French criminal court: Joking about Jews is illegal—but Muslims are fair game

Alain Soral making "the quenelle" - a Zio-nazi salute that combines "had it up to here" with flipping the bird - at the Holocaust Memorial at Auschwitz
Alain Soral making "the quenelle" - a Zio-nazi salute that combines "had it up to here" with flipping the bird - at the Holocaust Memorial at Auschwitz
Alain Soral making “the quenelle” – a mock Zio-nazi salute that combines “had it up to here” with flipping the bird – at the Holocaust Memorial in Berlin

In France, you can ridicule Muslims to your heart’s content. You can heap obscene insults on their sacred figures and symbols—and if they fail to react, you can just keep right on doing it, ratcheting up the level of obscenity. And then if they still fail to react, you can stage a false flag mass murder, blame it on “radical Muslims,” and (thanks to your ownership of the media and government) brainwash millions of people into marching for “free speech” with millions of identical “je suis Charlie” signs. (And then stage ANOTHER French False Flag ten months later…and get away with that one, too.)

But G-d help you if you joke about a Jew.

Alain Soral has learned this the hard way. On Wednesday, the French philosopher-activist was fined 10,000 Euros for “anti-Semitic speech” by the 17th Chamber of the Criminal Court of Paris.

Soral’s crime? Posting a hilarious put-down of a Jewish journalist named Frédéric Haziza. Soral called Haziza, le «petit Frédéric», qui «trimballe sa triste silhouette d’éternel juif errant, dos voûté, oeil inquiet, quasimodo d’un malheur millénaire, de salle de rédaction en plateau télé, de salle de presse en studio radio. Ses épaules ploient sous le poids de sa charge, qui est immense…»

Translation: “Little Frédéric…lugs around his sorry shadow of the eternal wandering Jew, bent-backed, worry in his eyes, the Qasimodo of a millennial sadness, from editorial room to television stage, from press conference to radio studio.  His shoulders are bent beneath the weight of his burden, which is immense…”

That’s a whole lot funnier than most of Charlie Hebdo’s childish anti-Muslim broadsides.

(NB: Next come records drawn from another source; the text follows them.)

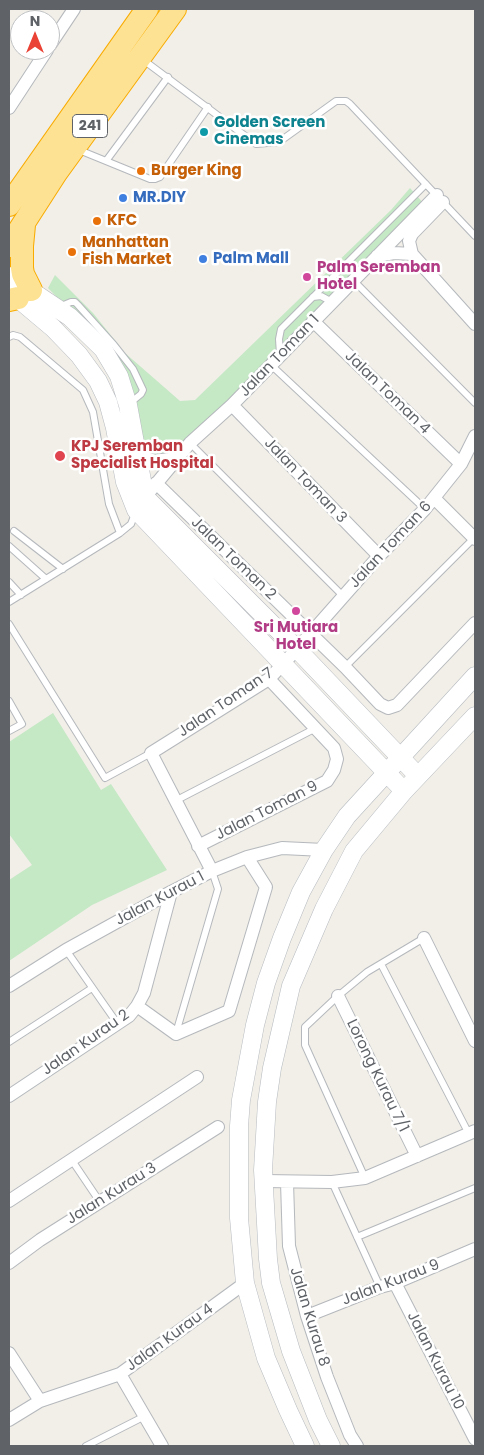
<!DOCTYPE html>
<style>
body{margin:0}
#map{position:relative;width:484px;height:1455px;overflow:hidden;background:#f1efe8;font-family:Poppins,sans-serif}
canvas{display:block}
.frame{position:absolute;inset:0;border:10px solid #5f6368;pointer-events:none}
.north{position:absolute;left:10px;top:10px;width:50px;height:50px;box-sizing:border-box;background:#fff;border:1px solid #bfc1c3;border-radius:50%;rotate:0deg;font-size:14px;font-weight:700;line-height:20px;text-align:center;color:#5f6368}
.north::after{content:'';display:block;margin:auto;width:18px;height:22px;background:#ea4335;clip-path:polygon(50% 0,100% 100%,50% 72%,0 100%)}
</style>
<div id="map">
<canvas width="484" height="1455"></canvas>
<div class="frame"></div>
<div class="north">N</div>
</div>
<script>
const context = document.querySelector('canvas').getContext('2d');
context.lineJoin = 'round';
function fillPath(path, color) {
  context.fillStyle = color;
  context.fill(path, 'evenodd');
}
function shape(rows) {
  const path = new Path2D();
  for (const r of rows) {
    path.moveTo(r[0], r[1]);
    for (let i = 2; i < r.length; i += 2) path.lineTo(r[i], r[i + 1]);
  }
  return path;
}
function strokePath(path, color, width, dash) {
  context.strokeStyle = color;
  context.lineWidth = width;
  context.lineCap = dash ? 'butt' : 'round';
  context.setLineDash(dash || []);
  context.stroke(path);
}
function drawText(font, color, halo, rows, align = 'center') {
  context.font = font + ' Poppins,sans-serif';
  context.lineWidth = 5;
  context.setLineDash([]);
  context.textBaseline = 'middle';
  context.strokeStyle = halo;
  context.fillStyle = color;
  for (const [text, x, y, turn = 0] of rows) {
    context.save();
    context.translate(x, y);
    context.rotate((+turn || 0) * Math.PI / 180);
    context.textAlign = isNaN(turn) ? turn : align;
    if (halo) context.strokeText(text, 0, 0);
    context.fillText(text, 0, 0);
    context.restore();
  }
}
fillPath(shape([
 [410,188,425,205,271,362,173,450,163,456,154,457,146,453,103,345,48,288,55,275,93,313,125,353,180,401,195,400,391,210],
 [53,713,101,790,111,784,167,870,92,905,9,961,9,880,32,865,9,834,9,742]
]), '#c5e8c5');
const lane = shape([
 [142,59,256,144,279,142,336,101,346,101,350,104,475,236],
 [79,150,106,161,168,77],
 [106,161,150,179,155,179,160,177,208,107],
 [354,281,475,403],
 [313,297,321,296,332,302],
 [59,307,71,302,75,302,78,305,114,345,133,369,143,390,141,394,130,403],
 [9,337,13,335,20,337,83,390,93,412,109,504,120,533],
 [280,354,279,339,281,329,426,184],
 [271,365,425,509],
 [190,443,344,597],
 [14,531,63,569],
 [9,546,46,579],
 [9,582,21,595],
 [9,602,120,533,131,524,136,511],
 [9,624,105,778,151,753],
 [345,667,475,537],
 [9,701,22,724,9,731],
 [175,801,316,728],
 [66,950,117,1023],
 [381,964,469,1134],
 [176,1033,218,889,212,871],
 [9,1042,92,988],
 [71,1159,100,1202],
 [365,1178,305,1045,305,1027,338,996,367,972,424,938],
 [332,1182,380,1287],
 [357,1237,475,1188],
 [86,1446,145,1416]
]);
const street = shape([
 [50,45,74,9],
 [9,108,47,50],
 [443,202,412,234,409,241,412,254,475,324],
 [377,256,394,253,412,254],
 [313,321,461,464],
 [232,405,379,556],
 [138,453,143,457,154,461,178,458],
 [156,483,345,667,380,704,388,708,397,705,475,623],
 [151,490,190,443,232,405,437,195],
 [434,498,475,539],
 [198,846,327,781,334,770,337,759,334,748,269,679],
 [212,871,151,753,269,679,297,649,379,556,425,509,461,464,475,436],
 [424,938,475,1041],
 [9,986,66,950,171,892,212,871,247,857,282,848,324,850],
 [338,996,417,1156],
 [137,1006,176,1034,229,1011,266,887,247,857],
 [9,1096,129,1016,137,1006,144,993,171,892],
 [264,1181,332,1182,365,1178,475,1131],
 [287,1182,289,1246,307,1316,327,1377,350,1435,357,1446],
 [9,1201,197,1077],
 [9,1263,40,1240,218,1127],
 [395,1283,475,1439],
 [307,1316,380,1287,395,1283,475,1249],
 [9,1353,40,1401],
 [120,1374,162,1446],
 [9,1420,40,1401,120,1374,245,1283]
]);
const secondary = shape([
 [9,276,70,317,103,349,119,376,128,405,145,497,297,649,418,776],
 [9,291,53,328,79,355,98,381,108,402,115,428,125,482,136,510,404,791],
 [305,1446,288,1410,266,1358,245,1283,239,1218,239,1126,241,1100,255,1025,266,983,282,938,301,892,324,850,347,816,475,676],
 [331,1446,318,1420,291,1351,271,1283,268,1259,263,1170,267,1102,272,1068,291,986,324,909,354,851,404,791,475,716]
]);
const highway = shape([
 [9,205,147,9],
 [24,225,22,246,22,268,23,274,31,290],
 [9,246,56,173,175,9],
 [9,300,18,298]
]);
strokePath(lane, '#b5b8bc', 8);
strokePath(street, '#b5b8bc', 14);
strokePath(secondary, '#b6babf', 19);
strokePath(highway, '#f9ab00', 24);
strokePath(lane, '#fff', 6);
strokePath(street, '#fff', 12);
strokePath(secondary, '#fff', 18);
strokePath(highway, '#fde293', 22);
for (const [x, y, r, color] of [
 [204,132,5,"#0f9aa8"],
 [141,171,5,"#e8710a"],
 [123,198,5,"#3f7fe0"],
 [97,221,5,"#e8710a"],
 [72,252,5,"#e8710a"],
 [203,259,5,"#3f7fe0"],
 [307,277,5,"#d1479c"],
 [60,456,6,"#e0444e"],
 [296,611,5,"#d1479c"]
]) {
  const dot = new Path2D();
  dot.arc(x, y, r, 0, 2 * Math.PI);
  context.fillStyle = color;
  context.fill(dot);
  strokePath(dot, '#fff', 2);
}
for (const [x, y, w] of [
 [90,126,35]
]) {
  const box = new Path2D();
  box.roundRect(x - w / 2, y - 11.5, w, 23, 4);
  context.fillStyle = '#fff';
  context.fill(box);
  strokePath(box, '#5f6368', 1);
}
drawText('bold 14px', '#5f6368', null, [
 ["241",90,126]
]);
drawText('bold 15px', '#0d838f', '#fff', [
 ["Golden Screen",214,123],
 ["Cinemas",214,140]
], 'left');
drawText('bold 15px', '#c56008', '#fff', [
 ["Burger King",151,171],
 ["KFC",107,221],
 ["Manhattan",82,243],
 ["Fish Market",82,260]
], 'left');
drawText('bold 15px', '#366cbe', '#fff', [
 ["MR.DIY",133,198],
 ["Palm Mall",213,259]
], 'left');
drawText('bold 15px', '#b23c85', '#fff', [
 ["Palm Seremban",317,268],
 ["Hotel",317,285],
 ["Sri Mutiara",296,628,"center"],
 ["Hotel",296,645,"center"]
], 'left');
drawText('15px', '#5f6368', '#fff', [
 ["Jalan Toman 1",280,356,-46],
 ["Jalan Toman 4",387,393,44],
 ["Jalan Toman 3",305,481,46],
 ["Jalan Toman 6",391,545,-47],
 ["Jalan Toman 2",233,559,44],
 ["Jalan Toman 7",226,703,-34],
 ["Jalan Toman 9",267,811,-27],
 ["Jalan Kurau 1",160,899,-28],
 ["Jalan Kurau 2",86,1043,-35],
 ["Lorong Kurau 7/1",377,1076,64],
 ["Jalan Kurau 3",112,1194,-32],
 ["Jalan Kurau 9",391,1283,-21],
 ["Jalan Kurau 8",309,1317,73],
 ["Jalan Kurau 4",170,1338,-36],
 ["Jalan Kurau 10",435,1361,63]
]);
drawText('bold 15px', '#be3a42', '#fff', [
 ["KPJ Seremban",71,447],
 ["Specialist Hospital",71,464]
], 'left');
</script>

Like Charlie Hebdo, Soral offers a caricature, meaning:

A picture, description, or imitation of a person or thing in which certain striking characteristics are exaggerated in order to create a comic or grotesque effect.” 

But unlike Charlie Hebdo, Soral is witty…sophisticated…funny…and targeting a wealthy and powerful group, rather than a poor and powerless one. Quick! Somebody call the joke police!

The criminal court judges, humorless buffoons all, were appalled:

“The anti-Semitic character of (Soral’s) words cannot be denied. These highly contemptuous personal attacks, directly related to the religion of Frederic Haziza, cannot benefit from the special protection granted to humorous speech,” the judges wrote.

Well, at least the judges admitted that Soral’s portrait of Haziza is pretty humorous.

But that’s not enough to make it legal! Bailiff, wipe that smirk off your face!

An even funnier repeat offender is comedian Dieudonné, who has been repeatedly charged with material support for comedy after making fun of France’s sacred cows.

Dieudonné Charged with Material Support for Comedy

Jailed one year ago for tweeting a joke in the wake of the Charlie Hebdo false flag, Dieudonne’s conviction was upheld in November by the European Court of Human Rights, which ruled that

 laws on freedom of expression did not offer protection for anti-Semitic comments or statements denying the Holocaust.”

Charlie Hebdo magazine, noted for its obscene caricatures of sacred figures, draws the line far short of “statements about the Holocaust.” It fired one of its few talented cartoonists, Maurice “Sine” Sinet, for joking that then-President Sarkozy’s son was converting to Judaism to further his career and finances: “He’ll go far, that little lad.”

After being fired, Sine was charged in a French court with “inciting racial hatred.” When the bullies threatened him and tried to force him to apologize, Sine said:

“I’d rather cut my balls off.”

But aside from Alain Soral, Dieudonné, Sine, and a handful of others, it seems that the entire goyish male population of France disagrees. They have all gone ahead and cut their balls off.

So please, Inspecteur Clousseau, explain this to us: Pornographic insults against Islam and Muslims—even puerile, unfunny ones—are not just legal, not just socially acceptable, but downright heroic…while even the funniest, wittiest, subtlest bon mot directed at a certain group with vastly disproportionate influence over French politics, foreign policy, finance, journalism, and academia is literally a crime.

The obvious takeaway:

In the bad old days of slavery, slaves were not allowed to joke about their masters. It seems that plus ça change, plus c’est la même chose.